Concerned Citizens of Sterling v. Town of Sterling

Decision Date04 August 1987
Docket NumberNo. 13123,13123
CourtConnecticut Supreme Court
PartiesCONCERNED CITIZENS OF STERLING et al. v. TOWN OF STERLING.

Kathleen Eldergill, Manchester, for appellants (named plaintiff et al.).

John K. Harris, Jr., Town Atty., for appellee (defendant).

Before PETERS, C.J., and HEALEY, SHEA, GLASS and COVELLO, JJ.

ARTHUR H. HEALEY, Associate Justice.

The dispositive issue on this appeal is whether the plaintiffs, the Concerned Citizens of Sterling et al., were required to exhaust their administrative remedies before filing their action for injunctive relief in the Superior Court. The named plaintiff is a nonprofit citizens' organization composed of citizens, taxpayers and residents of the town of Sterling . 1 The defendant the town of Sterling, is a Connecticut municipality that owns an industrial park, known as the Town of Sterling Industrial Park. 2

The background facts are not in dispute. In late January, 1986, town officials announced that a company known as Oxford Energy, Inc., wanted to purchase twenty acres of land in the Town of Sterling Industrial Park for the purpose of building a tire-to-energy plant. The plaintiffs petitioned for a referendum on that question pursuant to General Statutes § 7-7. 3 On February 22, 1986, a referendum was held and the voters of Sterling rejected the proposed sale.

Thereafter, certain residents of Sterling filed an application with the town selectmen, pursuant to General Statutes § 7-1, 4 requesting that a special town meeting be held for the purpose of reconsidering the proposed sale. On March 13, 1986, the board of selectmen published notice of a town meeting on March 20, 1986, and indicated that the board had voted to remove the proposed sale from the meeting agenda and submit it to a referendum vote to be held on March 27, 1986. At the March 27 referendum, the voters approved the sale of land to Oxford Energy, Inc.
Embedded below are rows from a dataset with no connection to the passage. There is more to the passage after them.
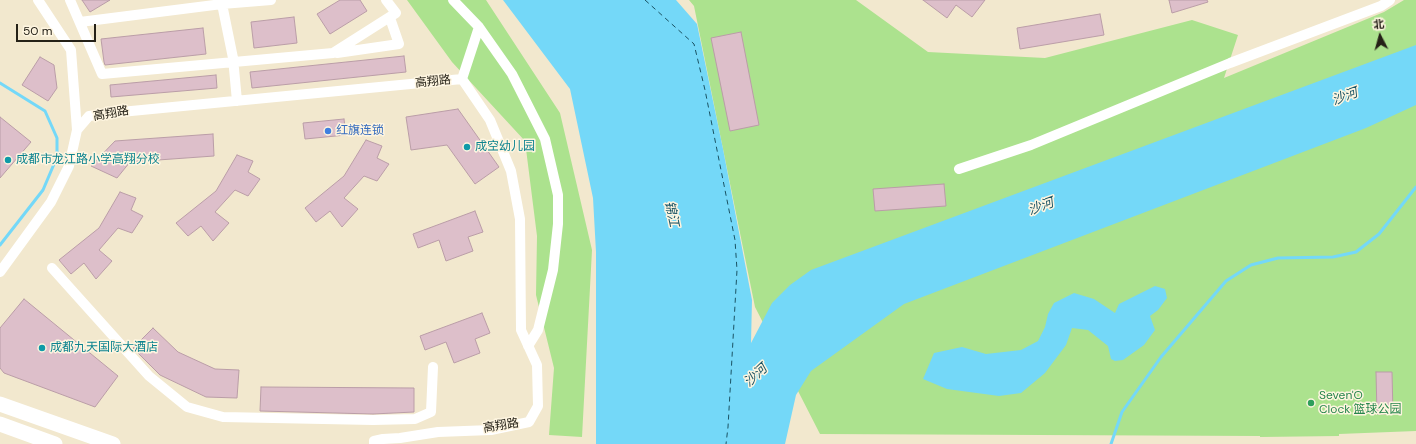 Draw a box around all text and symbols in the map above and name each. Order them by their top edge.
scale bar [18,16,98,42]
north arrow [1360,16,1400,56]
text: 北 [1373,17,1385,32]
text: 50 m [23,23,52,39]
street label: 高翔路 [414,73,452,91]
water label: 沙河 [1330,85,1360,109]
street label: 高翔路 [92,104,130,124]
place label: 红旗连锁 [336,124,384,138]
marker: 红旗连锁 [323,126,333,136]
place label: 成空幼儿园 [475,140,535,154]
marker: 成空幼儿园 [462,142,472,152]
place label: 成都市龙江路小学高翔分校 [16,153,160,167]
marker: 成都市龙江路小学高翔分校 [3,155,13,165]
water label: 沙河 [1026,195,1056,219]
water label: 锦江 [661,200,681,228]
place label: 成都九天国际大酒店 [50,341,158,355]
marker: 成都九天国际大酒店 [37,343,47,353]
water label: 沙河 [741,361,771,391]
place label: Seven'O Clock 篮球公园 [1319,389,1401,417]
marker: Seven'O Clock 篮球公园 [1306,398,1316,408]
street label: 高翔路 [482,416,520,436] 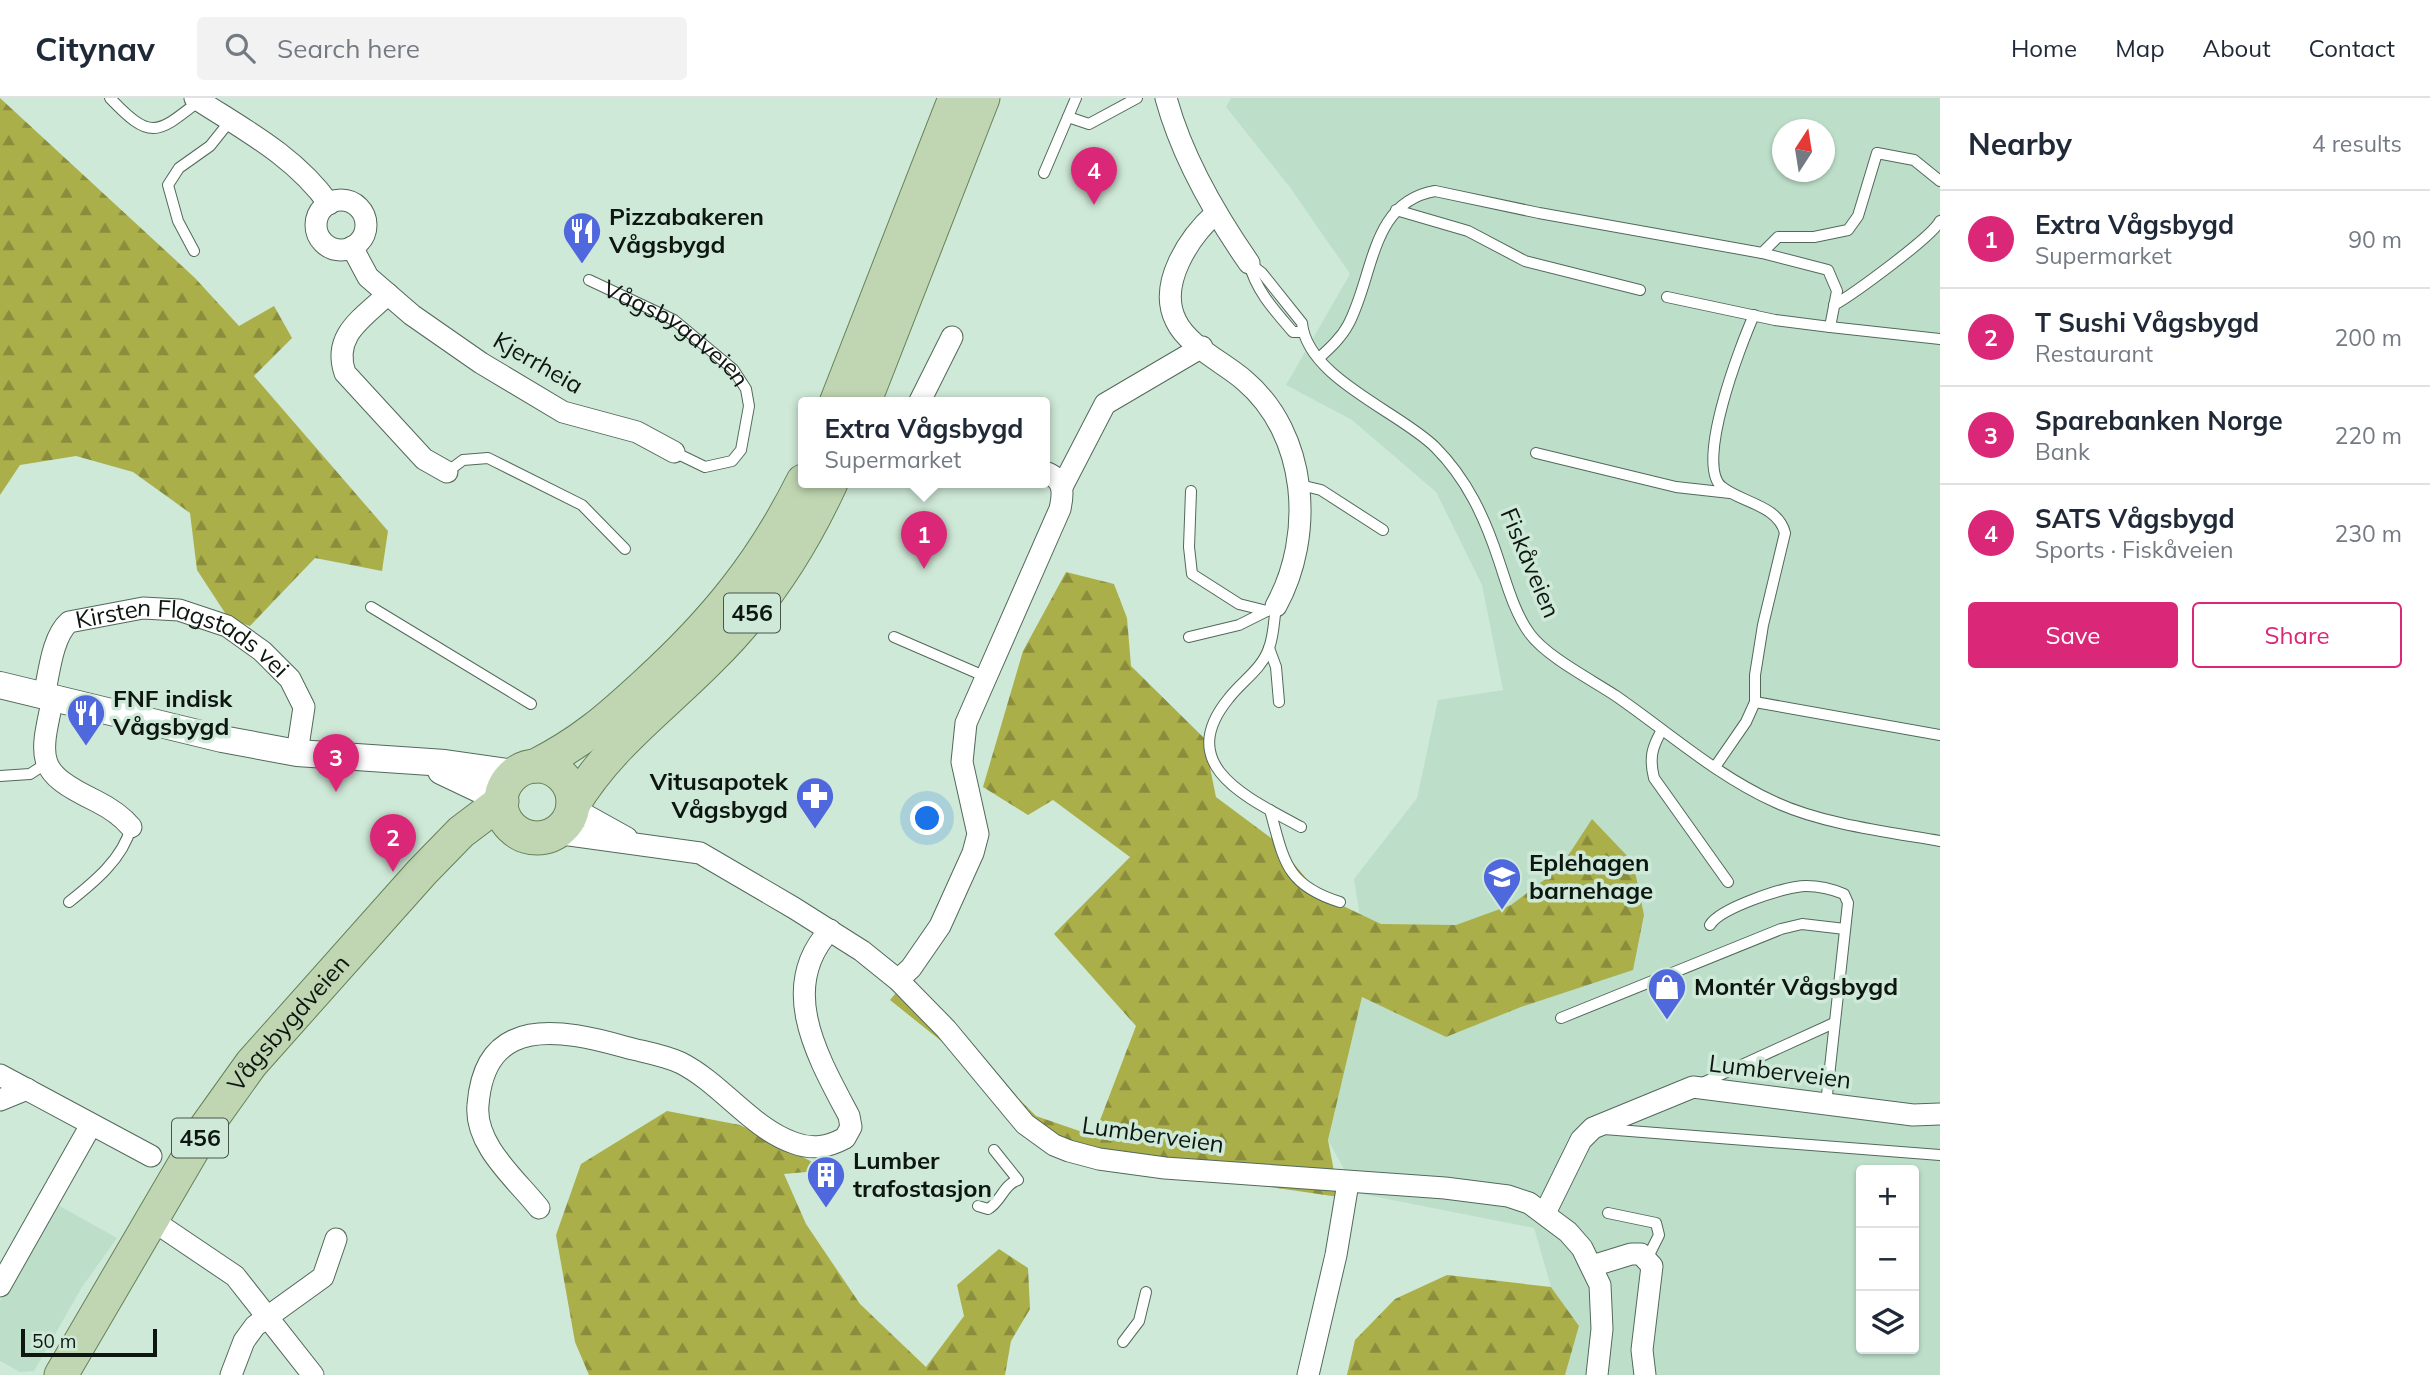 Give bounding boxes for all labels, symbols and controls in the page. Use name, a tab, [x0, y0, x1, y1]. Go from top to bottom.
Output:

On April 3, 1986, the plaintiffs filed a complaint in the Superior Court seeking permanently to enjoin the defendant from "taking any action to effectuate the sale of land in the Sterling Industrial Park." The plaintiffs claimed that the March 27 referendum was illegal for the following reasons: (1) the earlier referendum vote on February 22, 1986, had not been rescinded in the same manner as voted, in violation of General Statutes § 7-7; (2) the municipal clerk had failed to issue a warning or a notice of the referendum held on March 27, 1986, as required under General Statutes § 7-9c; 5 and (3) the town of Sterling's conduct between the first and second referendum improperly had exerted undue influence upon the privilege of free suffrage of the citizens of Sterling in violation of article sixth, § 4, of the Connecticut constitution. The improper conduct alleged by the plaintiffs is that the town, during the period of February 23, 1986, through March 27, 1986, had prepared and distributed informational materials and explanatory texts which advocated the approval of the referendum question. The plaintiffs also alleged that town funds, facilities and materials had been used to prepare and distribute this information.

The plaintiffs, claiming irreparable harm and no adequate remedy at law, requested that the town be enjoined from taking any action to effectuate the sale of the land to Oxford Energy, Inc., and also requested "[s]uch other and further relief as [the trial] court deem[ed] just and proper."

The defendant filed a motion to dismiss on May 21, 1986, asserting that the trial court lacked jurisdiction to interfere with a legislative action of the town and because the plaintiffs lacked standing to challenge such legislative action. The defendant also argued that the trial court lacked jurisdiction because the plaintiffs had failed to exhaust the administrative remedies provided by General Statutes § 9-7b. The trial court granted the defendant's motion to dismiss, holding that the plaintiffs lacked standing to maintain the action. 6

On September 30, 1986, the plaintiffs appealed claiming, inter alia, that the trial court erred in concluding that the plaintiffs lacked standing. At oral argument in this court, the plaintiffs conceded that as of the date this action was filed in the trial court, they had not yet filed a complaint with the state elections enforcement commission (the commission). 7 We note that the plaintiffs did file a complaint with the commission twenty-six days after this action had been initiated in the Superior Court.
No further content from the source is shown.